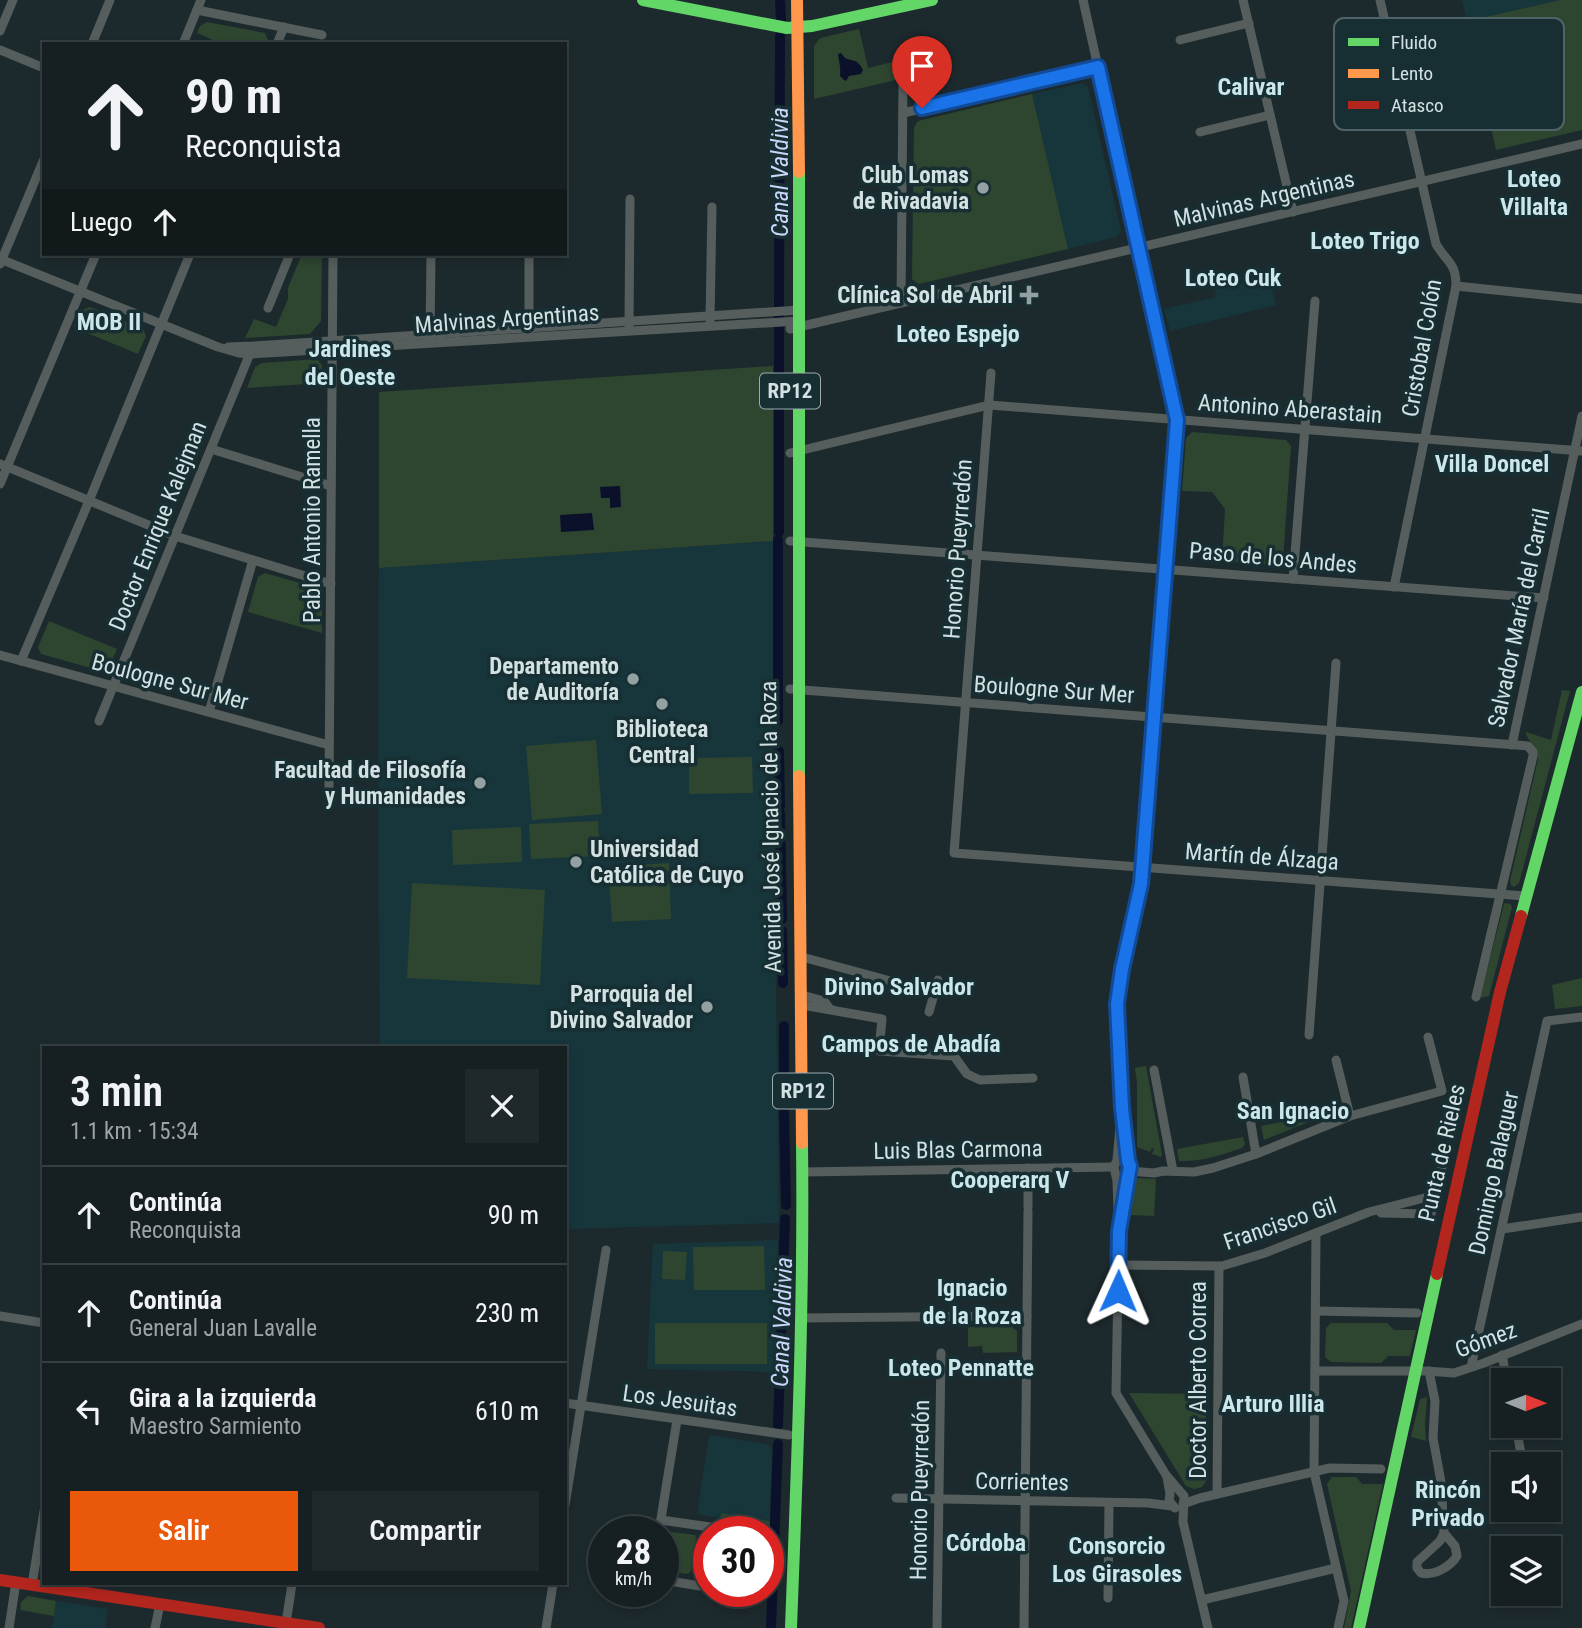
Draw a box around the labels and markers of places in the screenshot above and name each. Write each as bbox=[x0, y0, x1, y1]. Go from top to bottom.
pin bbox=[892, 36, 952, 108]
place label: Club Lomas de Rivadavia bbox=[853, 162, 969, 215]
marker: Club Lomas de Rivadavia bbox=[975, 180, 991, 196]
place label: Clínica Sol de Abril bbox=[837, 282, 1013, 309]
marker: Clínica Sol de Abril bbox=[1019, 285, 1039, 305]
place label: Departamento de Auditoría bbox=[489, 653, 619, 706]
marker: Departamento de Auditoría bbox=[625, 671, 641, 687]
marker: Biblioteca Central bbox=[654, 696, 670, 712]
place label: Biblioteca Central bbox=[616, 716, 708, 769]
place label: Facultad de Filosofía y Humanidades bbox=[274, 757, 466, 810]
marker: Facultad de Filosofía y Humanidades bbox=[472, 775, 488, 791]
place label: Universidad Católica de Cuyo bbox=[590, 836, 744, 889]
marker: Universidad Católica de Cuyo bbox=[568, 854, 584, 870]
place label: Parroquia del Divino Salvador bbox=[550, 981, 693, 1034]
marker: Parroquia del Divino Salvador bbox=[699, 999, 715, 1015]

####

# [Exercise requirements]
Text only, pictures out: give every record again as written.

# [Result below]
Draw a box around the labels and markers of places in the screenshot above and name each. Write each as bbox=[x0, y0, x1, y1]. Go from top to bottom.
pin bbox=[892, 36, 952, 108]
place label: Club Lomas de Rivadavia bbox=[853, 162, 969, 215]
marker: Club Lomas de Rivadavia bbox=[975, 180, 991, 196]
place label: Clínica Sol de Abril bbox=[837, 282, 1013, 309]
marker: Clínica Sol de Abril bbox=[1019, 285, 1039, 305]
place label: Departamento de Auditoría bbox=[489, 653, 619, 706]
marker: Departamento de Auditoría bbox=[625, 671, 641, 687]
marker: Biblioteca Central bbox=[654, 696, 670, 712]
place label: Biblioteca Central bbox=[616, 716, 708, 769]
place label: Facultad de Filosofía y Humanidades bbox=[274, 757, 466, 810]
marker: Facultad de Filosofía y Humanidades bbox=[472, 775, 488, 791]
place label: Universidad Católica de Cuyo bbox=[590, 836, 744, 889]
marker: Universidad Católica de Cuyo bbox=[568, 854, 584, 870]
place label: Parroquia del Divino Salvador bbox=[550, 981, 693, 1034]
marker: Parroquia del Divino Salvador bbox=[699, 999, 715, 1015]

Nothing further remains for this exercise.